La norte es la más sencilla con tres arquivoltas planas y dos pares de columnas. La meridional está mejor trabajada gracias a su chambrana decorada y, sobre todo, los cimacios de las seis columnas que llevan tallos y hojas que emanan de cabezas de leones.

Interior
Al entrar en la iglesia de San Pedro de Ferreira, observamos que la nave no se halla abovedada con piedra sino que dispone de techumbre de madera.

El arco triunfal descansa en columnas de capiteles vegetales. También el arco de embocadura del ábside lo hace sobre columnas cuyos capiteles muestran músicos y un contorsionista, además de dragones.

La cabecera, como es preceptivo en la arquitectura medieval, sí se encuentra abovedada. El tramo presbiterial es rectangular y tiene bóveda de medio cañón. Los muros laterales llevan arquerías murales. Una curiosidad es que, si el ábside mostraba forma de planta semicircular al exterior, en el interior se nos presenta poligonal (hemidecagonal). En el muro inferior se practicaron tres nichos a modo de pequeños absidiolos y en la superior se armó una arquería mural que corre en armonía con los tres ventanales.

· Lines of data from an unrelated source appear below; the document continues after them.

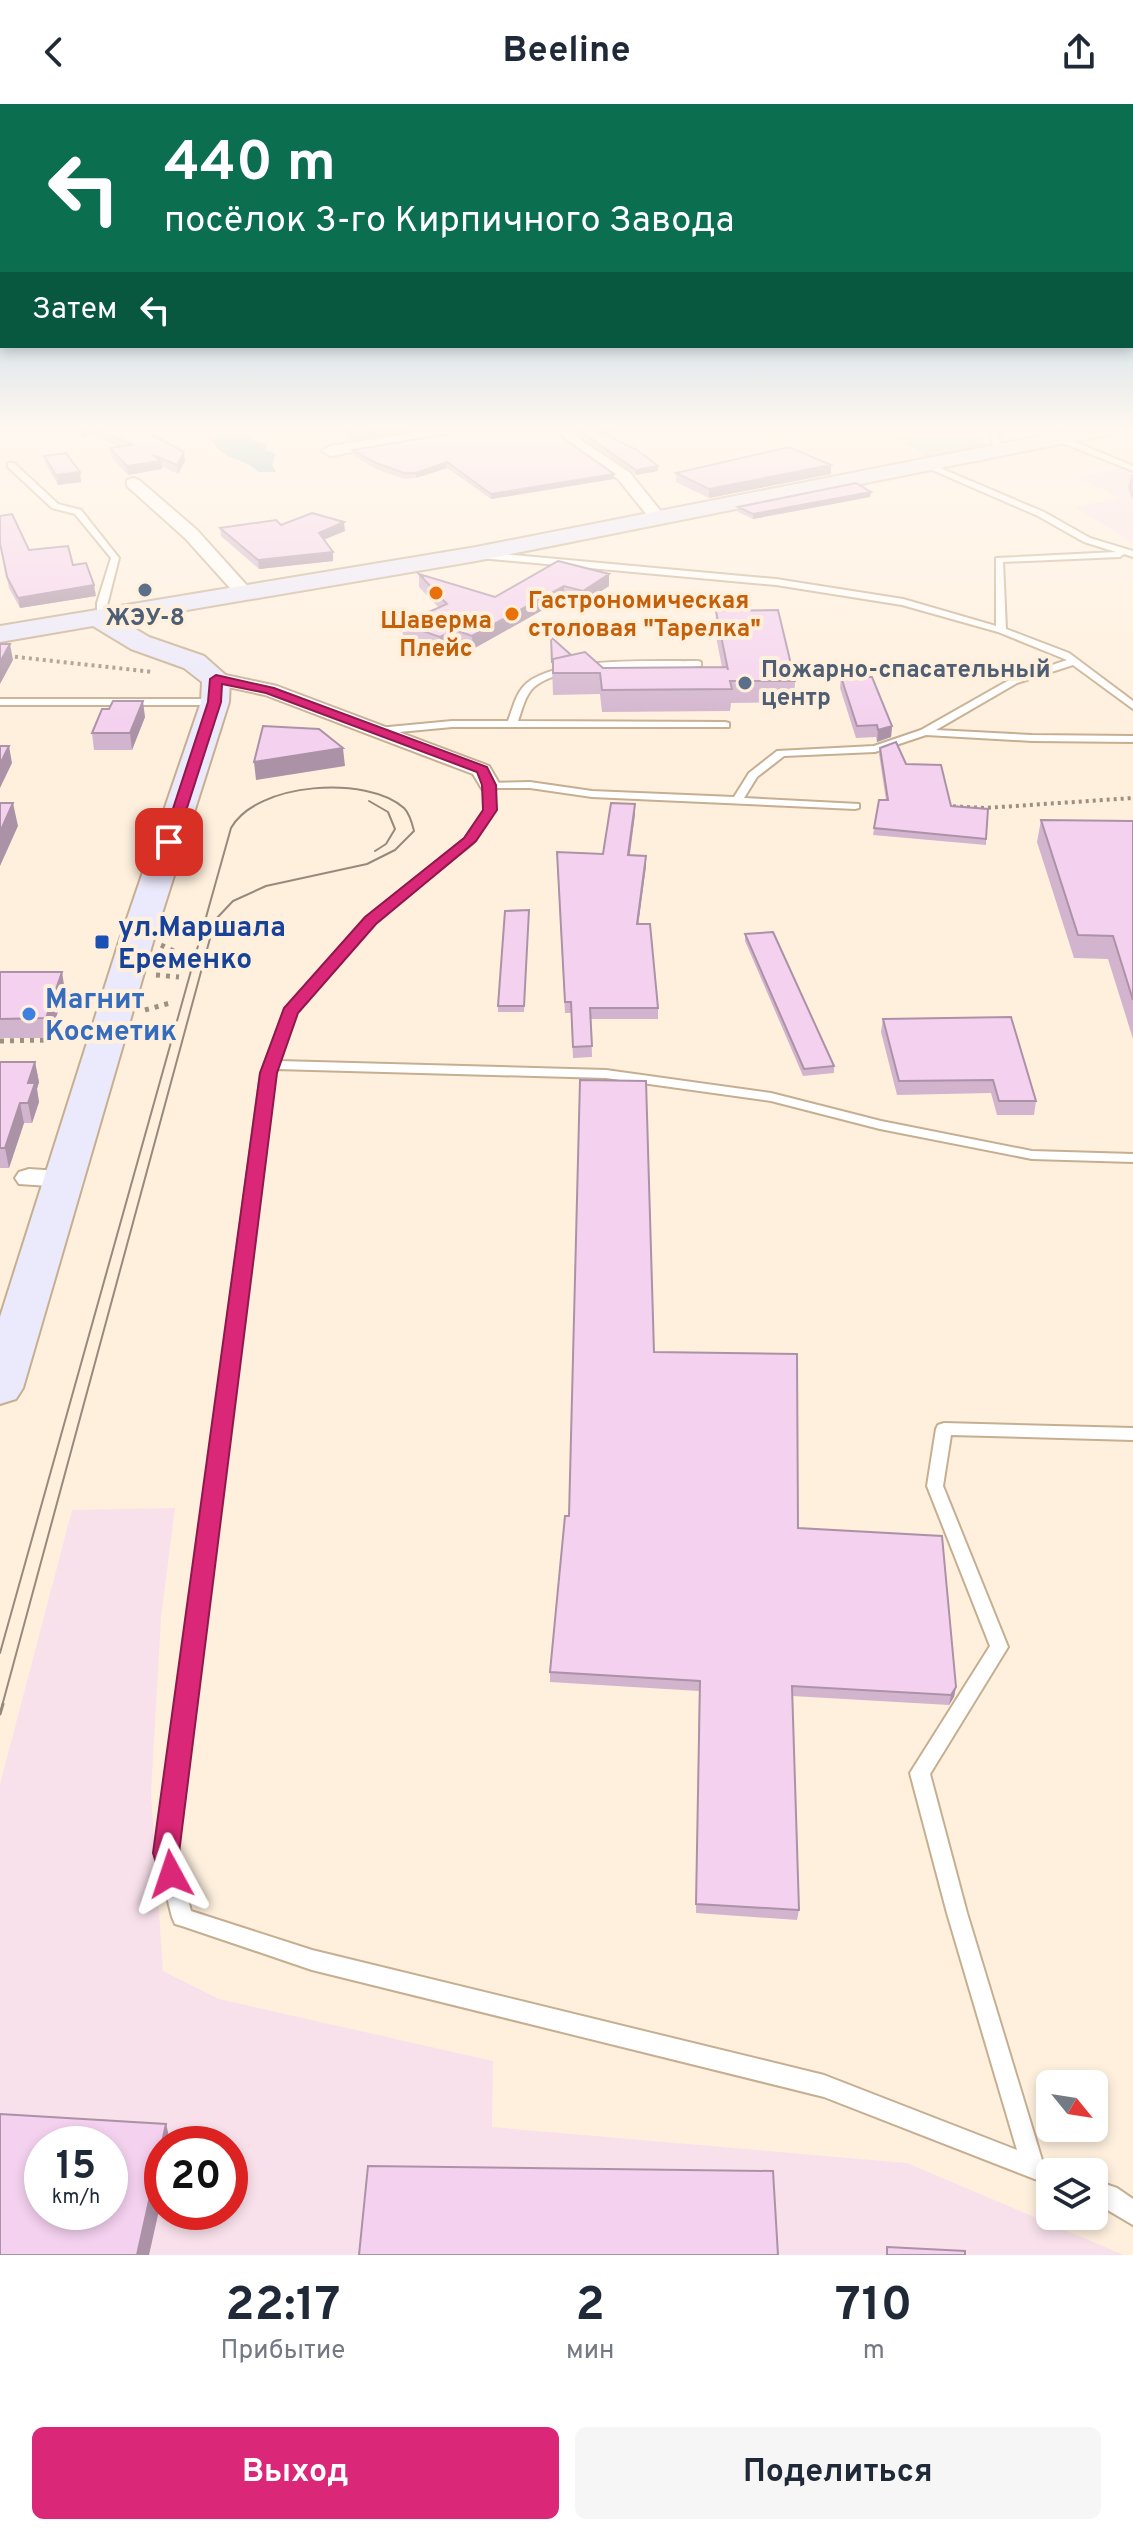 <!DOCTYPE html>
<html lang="ru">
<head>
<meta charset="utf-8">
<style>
  :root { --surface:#fff; --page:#f6f6f7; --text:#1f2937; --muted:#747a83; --accent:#db2777 }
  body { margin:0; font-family:Overpass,sans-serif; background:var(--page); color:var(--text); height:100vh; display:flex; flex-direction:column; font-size:30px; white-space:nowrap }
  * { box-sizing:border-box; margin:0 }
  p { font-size:26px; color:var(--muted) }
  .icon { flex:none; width:44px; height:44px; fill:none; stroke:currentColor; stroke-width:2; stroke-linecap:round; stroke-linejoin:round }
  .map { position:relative; height:2151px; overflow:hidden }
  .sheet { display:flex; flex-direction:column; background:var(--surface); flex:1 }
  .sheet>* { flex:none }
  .hud { position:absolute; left:0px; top:0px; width:1134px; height:244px; box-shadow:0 4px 12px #0003; background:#0b6e4f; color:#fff; overflow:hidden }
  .needle { width:52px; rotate:120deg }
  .fabs { position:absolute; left:1036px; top:1966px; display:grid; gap:16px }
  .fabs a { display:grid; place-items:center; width:72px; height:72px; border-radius:12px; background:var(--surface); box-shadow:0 4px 12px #0003; font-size:40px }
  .speed { position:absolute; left:24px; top:2022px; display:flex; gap:16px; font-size:40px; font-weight:700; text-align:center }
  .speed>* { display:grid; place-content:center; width:104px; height:104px; border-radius:50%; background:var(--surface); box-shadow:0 4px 12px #0003; line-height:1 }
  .speed small { font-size:20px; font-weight:400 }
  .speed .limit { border:12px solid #d22; background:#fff; color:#111 }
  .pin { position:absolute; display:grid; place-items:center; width:68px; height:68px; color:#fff; margin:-34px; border-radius:16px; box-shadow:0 4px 12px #0006 }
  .me { position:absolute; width:88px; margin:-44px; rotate:355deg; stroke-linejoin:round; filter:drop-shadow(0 0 6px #0008) }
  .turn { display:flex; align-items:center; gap:28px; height:168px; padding:0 32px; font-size:36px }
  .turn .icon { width:104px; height:104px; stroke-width:2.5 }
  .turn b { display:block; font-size:56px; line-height:68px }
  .then { display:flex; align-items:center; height:76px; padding:0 32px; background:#0003; gap:16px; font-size:30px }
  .eta { display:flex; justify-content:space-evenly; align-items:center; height:136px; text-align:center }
  .eta b { font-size:48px; font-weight:700; line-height:56px }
  .action { display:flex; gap:16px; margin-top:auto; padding:16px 32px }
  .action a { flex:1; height:92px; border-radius:12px; background:var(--accent); color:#fff; font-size:32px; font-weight:700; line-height:92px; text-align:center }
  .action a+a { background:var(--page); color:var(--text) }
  header { display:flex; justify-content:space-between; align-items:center; height:104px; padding:0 32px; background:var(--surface); font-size:36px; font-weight:700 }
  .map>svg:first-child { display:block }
  .commercial { fill:#f9e1eb; fill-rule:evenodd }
  .green { fill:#c5e1c7 }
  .water { fill:#8abcc9 }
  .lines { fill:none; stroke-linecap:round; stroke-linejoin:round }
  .lane-casing { stroke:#c6ae91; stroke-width:4 }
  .street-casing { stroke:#c6ae91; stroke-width:4 }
  .secondary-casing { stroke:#c6ae91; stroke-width:4 }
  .path-far1 { stroke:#9d9082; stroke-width:4; stroke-dasharray:3 4; stroke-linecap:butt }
  .path { stroke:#9d9082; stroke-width:5; stroke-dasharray:4 6; stroke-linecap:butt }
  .lane { fill:#fff; fill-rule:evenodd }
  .street { fill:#fff; fill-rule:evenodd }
  .secondary { fill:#ebe9fc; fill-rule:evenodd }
  .tram-far1 { stroke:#968a7c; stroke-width:2 }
  .tram { stroke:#968a7c; stroke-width:3 }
  .wall { fill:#d2b4ce }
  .shaded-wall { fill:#ab92a7 }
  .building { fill:#f4d1ef; stroke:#ab92a7; stroke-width:2; fill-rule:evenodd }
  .route { fill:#db2777; stroke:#8e194d; stroke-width:2 }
  .service-dot { fill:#5c6f8a; stroke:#fff0de; stroke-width:3 }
  .food-dot { fill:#e8710a; stroke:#fff0de; stroke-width:3 }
  .transit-dot { fill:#1a4fb4; stroke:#fff0de; stroke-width:3 }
  .shop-dot { fill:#3f7fe0; stroke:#fff0de; stroke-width:3 }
  .labels { text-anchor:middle; stroke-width:8; stroke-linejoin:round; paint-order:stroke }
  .far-food-label { font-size:24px; font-weight:bold; fill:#c56008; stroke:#fff0de; text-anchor:start }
  .far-service-label { font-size:24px; font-weight:bold; fill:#4e5e75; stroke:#fff0de }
  .transit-label { font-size:28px; font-weight:bold; fill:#164399; stroke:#fff0de; text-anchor:start }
  .shop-label { font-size:28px; font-weight:bold; fill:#366cbe; stroke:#fff0de; text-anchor:start }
</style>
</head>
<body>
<header><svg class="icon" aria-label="back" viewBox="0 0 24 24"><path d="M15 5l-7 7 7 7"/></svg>Beeline<svg class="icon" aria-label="share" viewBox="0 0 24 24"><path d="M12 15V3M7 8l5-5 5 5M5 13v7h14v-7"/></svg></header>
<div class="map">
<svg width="1133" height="2151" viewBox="0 0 1133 2151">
  <rect width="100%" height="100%" fill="#fff0de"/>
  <path class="commercial" d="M1133,361V439L1075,403L1121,394L1076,373Z
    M175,1404L161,1514L151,1690L163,1867L219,1895L493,1957L492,2023L907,2059L1124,2151H0V1680L72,1406ZM42,2040H110V2108H42ZM162,2040H230V2108H162Z"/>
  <path class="green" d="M880,325H982L986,345L929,354Z"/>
  <path class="water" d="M229,328H246L254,337L267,340L265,346L276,350L272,360L276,368H258C243,352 227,360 210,335Z"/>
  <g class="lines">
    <defs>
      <path id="lane" d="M990,325H998L1001,348L994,346Z
        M1055,332H1061L1133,362V367L1055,336Z
        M926,358L1044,408L1090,434L1133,447V453L1124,450L1120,453L1003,458L1006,525L1069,549L1133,597V605L1073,561L1017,579L936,626L1032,631L1133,632V638L1032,637L926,631L875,648L784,652L757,673L744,694L859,700V704L855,705L592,693L530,684H494L495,706L473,739L375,818L296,909L279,957L606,966L771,989L881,1017L1032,1047L1133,1050V1058L1032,1055L880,1025L771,997L606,974L276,965L176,1749L191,1807L312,1846L824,1971L1017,2046L947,1809L910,1669L990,1542L927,1382L936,1325L938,1321L944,1319L1133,1324V1336L951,1331L943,1382L1008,1543L930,1670L967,1809L1042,2056L1058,2062L1061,2068H1050V2081L824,1993L312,1866L182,1822L175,1820L172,1813L156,1749L261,969L286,905L367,814L465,735L485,706V679L530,678L592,687L734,693L749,669L777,647L874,642L921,626L1011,575L1067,556L998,528L902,501L776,481L480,454L476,451L480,448L776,475L903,495L996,522V454L1116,448L1084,438L1038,412L923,362V358Z
        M8,359H14L58,400L81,406L119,454L103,517H97V499L111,454L75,410L52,404L8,363Z
        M698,557L701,558V562C657,568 569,554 534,583C525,591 522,606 518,617L725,618L729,619V623H452L378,630L373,627L378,624L452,617H508C513,604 516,588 527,579C561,552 655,558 698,557Z
        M0,595H215L220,598L215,601H0Z
        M1094,2076L1117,2084L1133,2095V2121L1094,2098Z"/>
      <path id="street" d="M440,325H473L466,329L330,352L322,347L330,342Z
        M548,325H565L630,369L663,410V416H651L618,375Z
        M133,374L139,376L197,426L251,486L254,490L251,494H239L185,434L127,382V376Z
        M216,569L277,582L489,662L500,681L496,685H482L473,670L265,591L209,579L206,575Z
        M29,1065L74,1068L78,1074L74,1080L64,1083L19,1080L15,1074L19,1068Z"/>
      <path id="secondary" d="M1075,325H1117L1106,331L476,457L122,517L149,533L204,552L230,575L229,598L153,838L23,1284L16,1295L0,1300V1213L119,838L201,598L202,578L184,564L131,545L93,522L0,538V522L476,443Z"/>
    </defs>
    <use href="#lane" class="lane-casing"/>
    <use href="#street" class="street-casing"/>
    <use href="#secondary" class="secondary-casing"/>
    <path class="path-far1" d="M8,552L153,568
      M946,702L985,704L1133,694"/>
    <path class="path" d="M161,841L186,853
      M156,871L179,873
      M145,906L170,899
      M0,937L48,936"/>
    <use href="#lane" class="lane"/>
    <use href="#street" class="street"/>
    <use href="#secondary" class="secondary"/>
    <path class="tram-far1" d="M369,697L388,708L395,725L386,740L375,747
      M0,1549L231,724C257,678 367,671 404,704C410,710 412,719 414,727L395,746L367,760L266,782L233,797L215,816L2,1602"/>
    <path class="tram" d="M0,1610L3,1600"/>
  </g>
  <path class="wall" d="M81,325H142L184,348L185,357L178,370L161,362L162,365L128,371L111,353L110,344L119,343L91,330L82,334Z
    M329,325H422L352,336Z
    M570,325H623V326L604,331L658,362V367L636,371Z
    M466,327L614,370V375L491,395L447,364L416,374L404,375L376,365L353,351V346Z
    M44,352L80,368L81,378L58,381L46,361Z
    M831,361V370L709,394L676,378V369Z
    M1133,370V395H1132L1128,384L1131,371Z
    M871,388L870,393L753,415L738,408V403Z
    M281,421L345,427L324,436L333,457L259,465L221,432L220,424Z
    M0,440L29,446L73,461L96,492L20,504L9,484Z
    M558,457L609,482L583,499L564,494L473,545L456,539L440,546L403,533L402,520L439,504L419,483V470L495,493Z
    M716,507L795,577L794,598L731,599L730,607L602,608L600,590L553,591L551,533L571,551L603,564L722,563L715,528Z
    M841,573L892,622L891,633L877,638L876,633L856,634L840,584Z
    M109,605L145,613L132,646H94L92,629Z
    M880,644L906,660L986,735V741L873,731L879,696H886L879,650Z
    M635,710L630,751L646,762L638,820L658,904V915H591L592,953L573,954L571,909H565L557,758L603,750Z
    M1041,716L1133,717V935L1108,855L1074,854L1037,738Z
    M529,806L524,908H498V902Z
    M745,830L834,962V969L803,972L745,837Z
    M0,868L65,887L49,934H0Z
    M883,915L1036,997L1034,1011H997L991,989L897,991L881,928Z
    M0,958H35L39,978L37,985L39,998L32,1019H24L9,1064H0Z
    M654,1248L798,1424L956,1583L954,1593L949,1601L792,1592L799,1806L797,1816L696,1809L699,1587L550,1578V1568L569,1412Z"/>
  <path class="shaded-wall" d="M83,325H90L91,330L82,334L81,326Z
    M387,325H422L352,336L351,330Z
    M607,325H623V326L597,332V327Z
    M184,348L185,357L178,370L177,361Z
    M161,357L162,365L128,371L127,362Z
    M447,358V364L416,374V369Z
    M831,361V370L709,394V385Z
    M658,362V367L636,371V366Z
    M80,368L81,378L58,381L56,371Z
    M614,370V375L491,395V390Z
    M871,388L870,393L753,415V410Z
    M344,418L345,427L320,437L319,429Z
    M333,448V457L259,465L258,456Z
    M609,470V482L583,499V487Z
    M94,481L96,492L20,504L18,494Z
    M564,482V494L473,545L472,532Z
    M455,526L456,539L440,546V533Z
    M10,540L13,556L0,580V558Z
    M143,597L145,613L132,646L130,629Z
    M892,622L891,633L877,638L878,626Z
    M9,642L12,659L0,684V660Z
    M343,644L345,662L256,676L254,658Z
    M13,699L18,722L0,762V728Z
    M635,700V710L628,761V751Z
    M646,752V762L637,830V820Z
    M62,868L65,887L49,934L46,914Z
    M35,958L39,978L37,985L39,998L32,1019L28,999V979Z
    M20,999L24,1019L9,1064L5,1044Z
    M956,1583L954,1593L949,1601L951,1591Z
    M166,2020L171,2040H162V2093L149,2151H137Z"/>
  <path class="building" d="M96,325H142L184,348L177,361L153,351L161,357L127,362L110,344L133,341Z
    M340,325H387L351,330Z
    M470,325H550L614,370L491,390L447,358L416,369H404L376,359L353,346L466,327Z
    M577,325H607L597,327L637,346L658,362L636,366Z
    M789,343L831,361L709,385L676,369Z
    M66,349L80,368L56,371L44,352Z
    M856,379L871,388L753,410L738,403Z
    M312,409L344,418L319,429L333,448L258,456L220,424L276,416L281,421Z
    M12,410L29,446L68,442L73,461L86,459L94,481L18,494L7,473L0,439V412Z
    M558,457L609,470L583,487L564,482L472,532L455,526L440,533L402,520L447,500L419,470L495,493Z
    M778,506L795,577H730L732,585L602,586L600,569H553V555L585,548L603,564L727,563L728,566L716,507Z
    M551,533L571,551L553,555L552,559Z
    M0,540H10L0,558Z
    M841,573H872L892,622L878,626L877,621L857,622Z
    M113,597H143L130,629H92L102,605H109Z
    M263,622L319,625L343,644L254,658Z
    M896,638L906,660L941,661L951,702L988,705L986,735L874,724L879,696H888L880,644Z
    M0,642H9L0,660Z
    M0,699H13L0,728Z
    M611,699L635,700L628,751L646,752L637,820H650L658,904H590L592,942L573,943L571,898H565L557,748L603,750Z
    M1041,716L1133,717V896L1113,832L1078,831Z
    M529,806L524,902H498L505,807Z
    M773,828L834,962L804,965L745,830Z
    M0,868H62L46,914L0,915Z
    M1011,913L1036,997H999L993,976L899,977L883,915Z
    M0,958H35L28,979H35L28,999H20L5,1044H0Z
    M580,976L646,977L654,1248L797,1250L798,1424L942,1432L956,1583L951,1591L792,1582L799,1806L696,1800L700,1577L550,1568L565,1412H569Z
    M0,2010L166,2020L137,2151H0ZM42,2040H110V2108H42Z
    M368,2062L773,2067L778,2151H359Z
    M887,2143L965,2147V2151H887Z"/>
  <linearGradient id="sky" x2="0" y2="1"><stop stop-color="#82b7dc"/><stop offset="0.52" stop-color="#fff8f0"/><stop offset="1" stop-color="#fff8f0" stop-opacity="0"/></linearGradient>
  <rect width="1133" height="626" fill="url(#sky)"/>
  <path class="route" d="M216,571L274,584L487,663L496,681L497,706L476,737L376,820L298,909L277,969L179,1749L184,1770L180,1779L171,1782L162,1779L153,1749L260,969L284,904L365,813L464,734L483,706L482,681L477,668L266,589L222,580L221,598L176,738L174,741H164L162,738L208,598L210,575Z"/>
  <g class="service-dot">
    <circle cx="145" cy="486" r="8"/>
    <circle cx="745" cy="579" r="8"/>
  </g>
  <g class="food-dot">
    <circle cx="436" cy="489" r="8"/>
    <circle cx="512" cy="510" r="8"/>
  </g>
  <rect class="transit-dot" x="94" y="830" width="16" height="16" rx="4"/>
  <circle class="shop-dot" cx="29" cy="910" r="8"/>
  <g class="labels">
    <g class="far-food-label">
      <text x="528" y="504">Гастрономическая<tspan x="528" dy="28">столовая "Тарелка"</tspan></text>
      <text x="436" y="524" text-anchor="middle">Шаверма<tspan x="436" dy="28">Плейс</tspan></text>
    </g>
    <g class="far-service-label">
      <text x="145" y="521">ЖЭУ-8</text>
      <text x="761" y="573" text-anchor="start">Пожарно-спасательный<tspan x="761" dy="28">центр</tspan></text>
    </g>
    <g class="transit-label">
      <text x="118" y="832">ул.Маршала<tspan x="118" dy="32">Еременко</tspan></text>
    </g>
    <g class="shop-label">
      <text x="45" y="904">Магнит<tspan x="45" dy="32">Косметик</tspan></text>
    </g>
  </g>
</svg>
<div class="fabs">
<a><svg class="needle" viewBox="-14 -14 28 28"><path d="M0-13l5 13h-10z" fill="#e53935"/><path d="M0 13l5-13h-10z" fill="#747a83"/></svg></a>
<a><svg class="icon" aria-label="layers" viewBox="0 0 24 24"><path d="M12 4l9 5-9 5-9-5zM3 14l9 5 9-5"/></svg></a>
</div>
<div class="speed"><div>15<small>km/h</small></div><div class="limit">20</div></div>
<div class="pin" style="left:169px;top:738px;background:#d93025"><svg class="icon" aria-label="arrive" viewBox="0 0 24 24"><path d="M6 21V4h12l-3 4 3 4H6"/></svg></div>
<svg class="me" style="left:171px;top:1770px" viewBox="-20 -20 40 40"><path d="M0-17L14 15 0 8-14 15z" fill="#db2777" stroke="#fff" stroke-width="4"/></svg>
<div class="hud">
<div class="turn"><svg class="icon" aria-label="left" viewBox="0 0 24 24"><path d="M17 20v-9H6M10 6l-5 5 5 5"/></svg><div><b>440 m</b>посёлок 3-го Кирпичного Завода</div></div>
<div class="then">Затем<svg class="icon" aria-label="left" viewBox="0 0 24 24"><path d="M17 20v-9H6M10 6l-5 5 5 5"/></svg></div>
</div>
</div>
<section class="sheet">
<div class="eta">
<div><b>22:17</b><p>Прибытие</p></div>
<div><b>2</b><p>мин</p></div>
<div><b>710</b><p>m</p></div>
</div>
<div class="action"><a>Выход</a><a>Поделиться</a></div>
</section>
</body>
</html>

Tenemos en el interior la bonita pila bautismal manuelina con el escudo de D. Diogo de Sousa y una imagen gótica (siglo XVI) de San Pedro. También subsisten dos piezas funerarias: una tumba y la tapa de la sepultura con la estatua yacente del noble João Vasques da Granja, vestido de peregrino y sujetando un bastón.
En resumen, la iglesia del que fuera monasterio de São Pedro de Ferreira es un armonioso y elegante edificio románico construido entre finales del siglo XII y comienzos del XIII, siendo de lo más relevante del arte medieval luso. Al haber sido muy estudiado, los especialistas en románico portugués han establecido relaciones entre San Pedro de Ferreira no sólo con Zamora y Ourense, sino con otras iglesias del eje Coímbra-Oporto y Braga-Unhão.